5 Rs improve resource efficiency in construction

Zero waste objective drives a rethink of industry practices
Thursday, February 21, 2013
By Renée Gratton

Mission 2030 sets a target to eliminate construction, renovation and demolition waste from landfill over the next 18 years. This, however, is really just the first objective of the Construction Resources Initiatives (CRI) Council’s broader mandate for industry-driven change.

The non-profit, non-partisan, building industry-led organization is exploring ways to attain the interrelated goals of zero waste and sustainable development, drawing on its stakeholders’ integrated body of knowledge. This recognizes, too, that the flipside of zero waste is the efficient use of construction, renovation and demolition resources.

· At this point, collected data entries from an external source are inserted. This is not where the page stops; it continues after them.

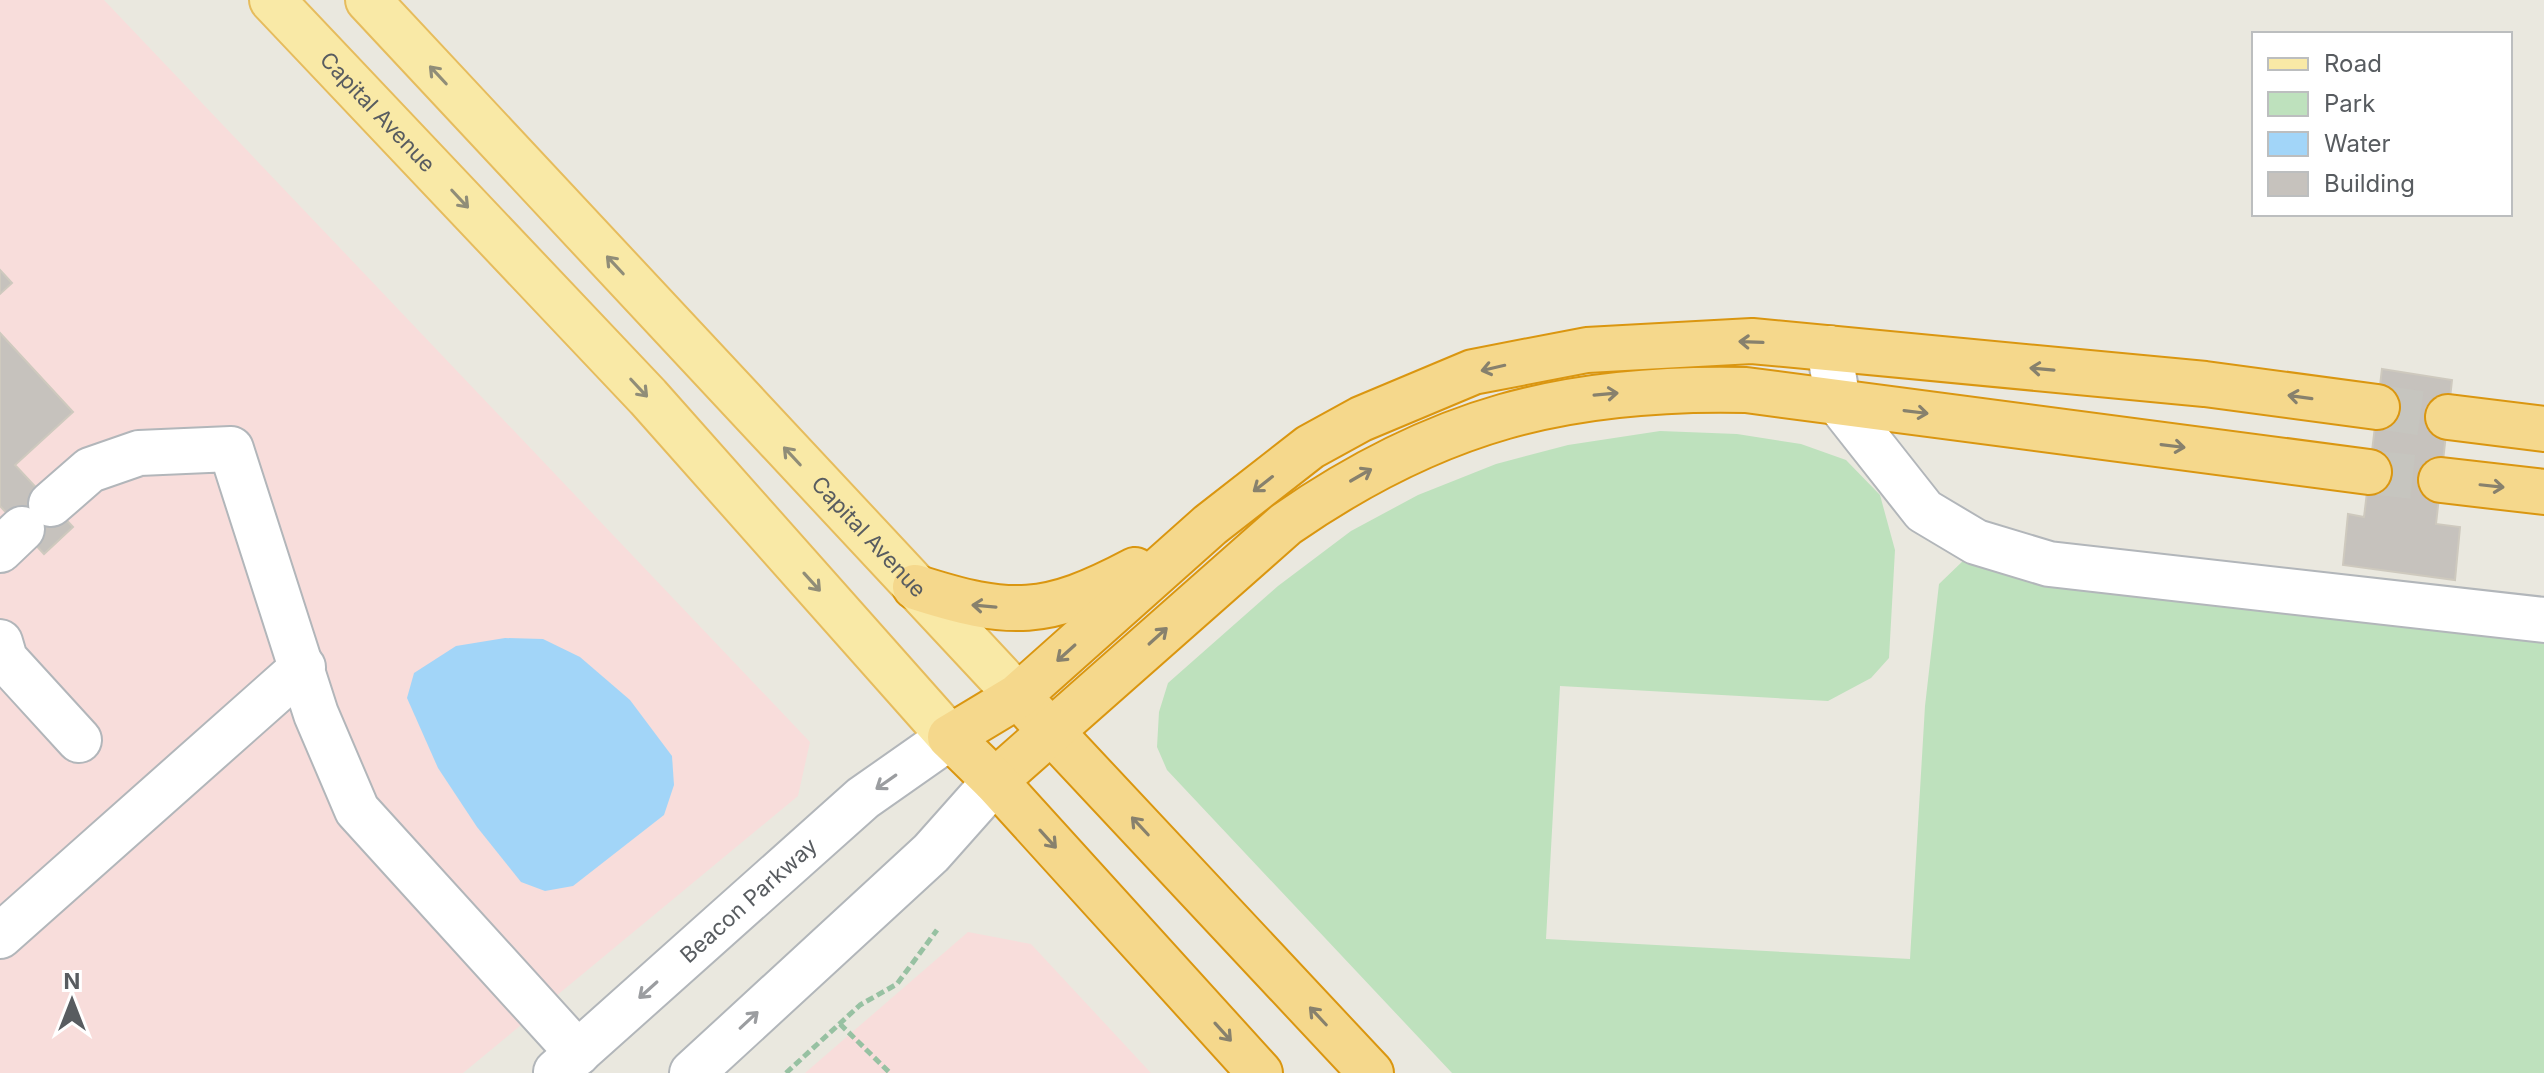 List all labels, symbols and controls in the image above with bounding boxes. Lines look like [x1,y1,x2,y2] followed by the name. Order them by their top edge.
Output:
[2252,32,2512,216] legend
[315,46,441,177] street label: Capital Avenue
[2324,49,2382,78] text: Road
[428,65,447,85] one-way arrow
[2324,89,2375,118] text: Park
[2324,129,2391,158] text: Water
[2324,169,2415,198] text: Building
[451,189,470,209] one-way arrow
[605,255,624,275] one-way arrow
[1738,334,1765,349] one-way arrow
[1481,361,1507,376] one-way arrow
[2029,361,2056,376] one-way arrow
[629,378,648,397] one-way arrow
[1592,386,1619,401] one-way arrow
[2288,389,2313,404] one-way arrow
[1903,405,1928,420] one-way arrow
[2159,439,2186,454] one-way arrow
[784,446,802,466] one-way arrow
[1349,467,1372,483] one-way arrow
[806,471,932,602] street label: Capital Avenue
[1253,475,1274,492] one-way arrow
[2478,479,2505,494] one-way arrow
[803,571,821,591] one-way arrow
[971,598,998,613] one-way arrow
[1147,627,1167,645] one-way arrow
[1057,644,1077,662] one-way arrow
[875,774,897,790] one-way arrow
[1131,817,1149,837] one-way arrow
[1038,829,1056,849] one-way arrow
[675,832,822,968] street label: Beacon Parkway
[32,961,112,1041] north arrow
[64,968,80,994] text: N
[639,980,659,998] one-way arrow
[1308,1006,1327,1026] one-way arrow
[739,1012,759,1030] one-way arrow
[1213,1021,1231,1041] one-way arrow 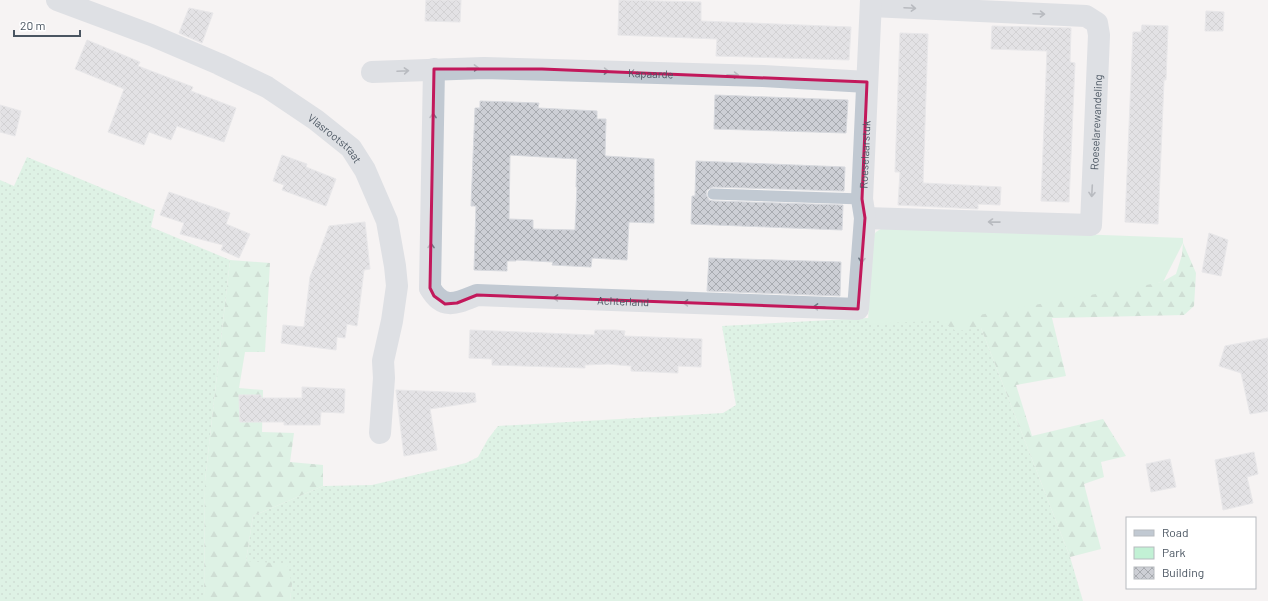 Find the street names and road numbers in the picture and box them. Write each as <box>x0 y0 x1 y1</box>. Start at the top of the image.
street label: Kapaarde <box>628 66 674 80</box>
street label: Roeselarewandeling <box>1087 74 1104 170</box>
street label: Vlasrootstraat <box>306 110 365 165</box>
street label: Roeselaarstuk <box>856 120 872 189</box>
street label: Achterland <box>597 293 649 308</box> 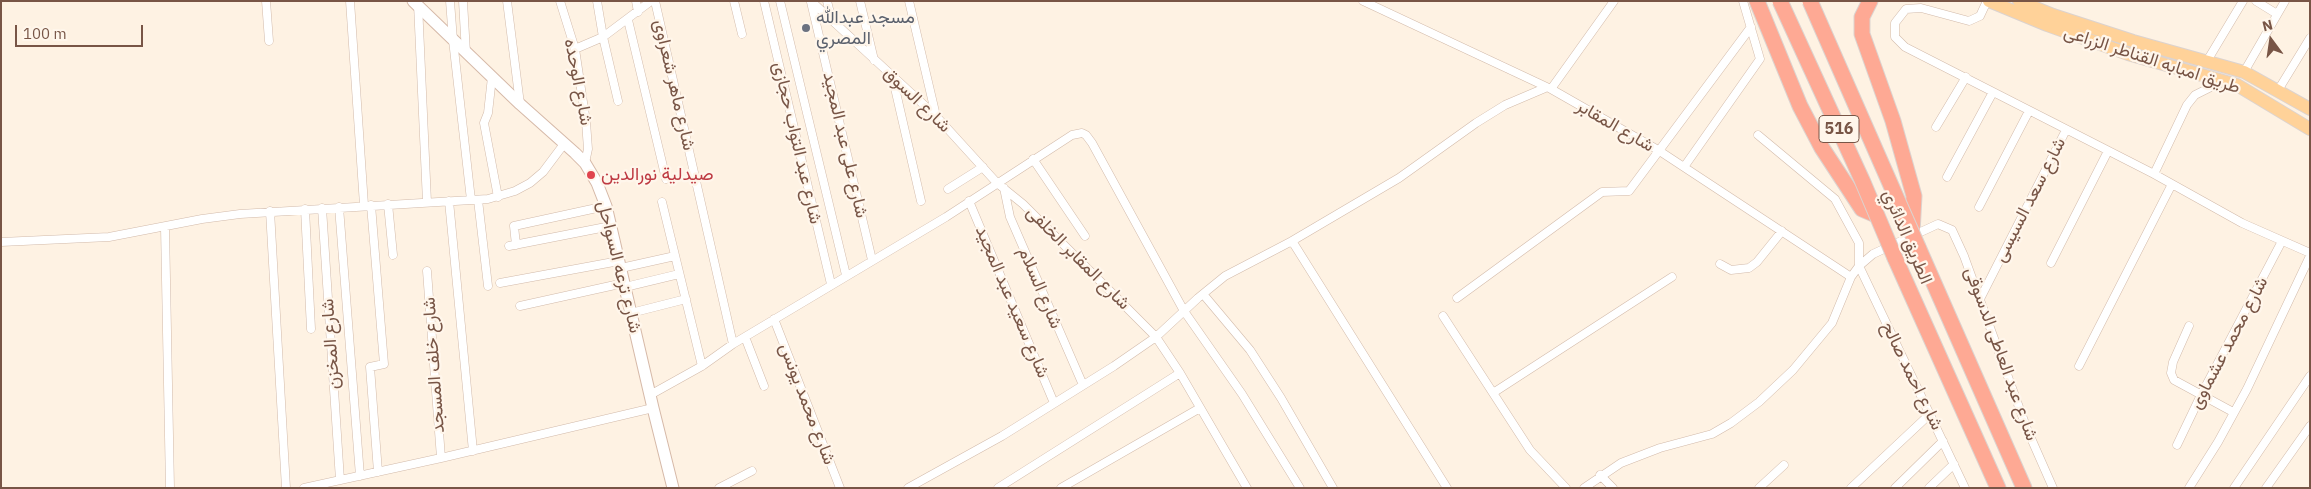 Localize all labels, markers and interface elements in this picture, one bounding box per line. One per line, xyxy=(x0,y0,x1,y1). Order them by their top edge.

To some, zero waste is a purist visionary goal; to others, it is a philosophy or concept. To the CRI Council, it is a journey to sustainable capitalism, which incorporates two more Rs into the ‘reduce, reuse and recycle’ formula. This pushes the industry to ‘rethink’ design, purchasing and practices, and acknowledge the role that ‘recovery,’ through energy from waste might play.

Around the world, landfills are now ranked fourth among contributors to global warming after energy, transportation and industries. In Canada, construction, renovation and demolition waste is estimated to make up more than 20 per cent of the municipal waste stream, and approximately 30 per cent of the industrial, commercial and institutional (ICI) waste stream. Each province has its own regulations to govern waste, while the federal government oversees hazardous waste – regulatory silos that have proven ineffective in reducing overall waste production and related negative environmental, social and economical impacts.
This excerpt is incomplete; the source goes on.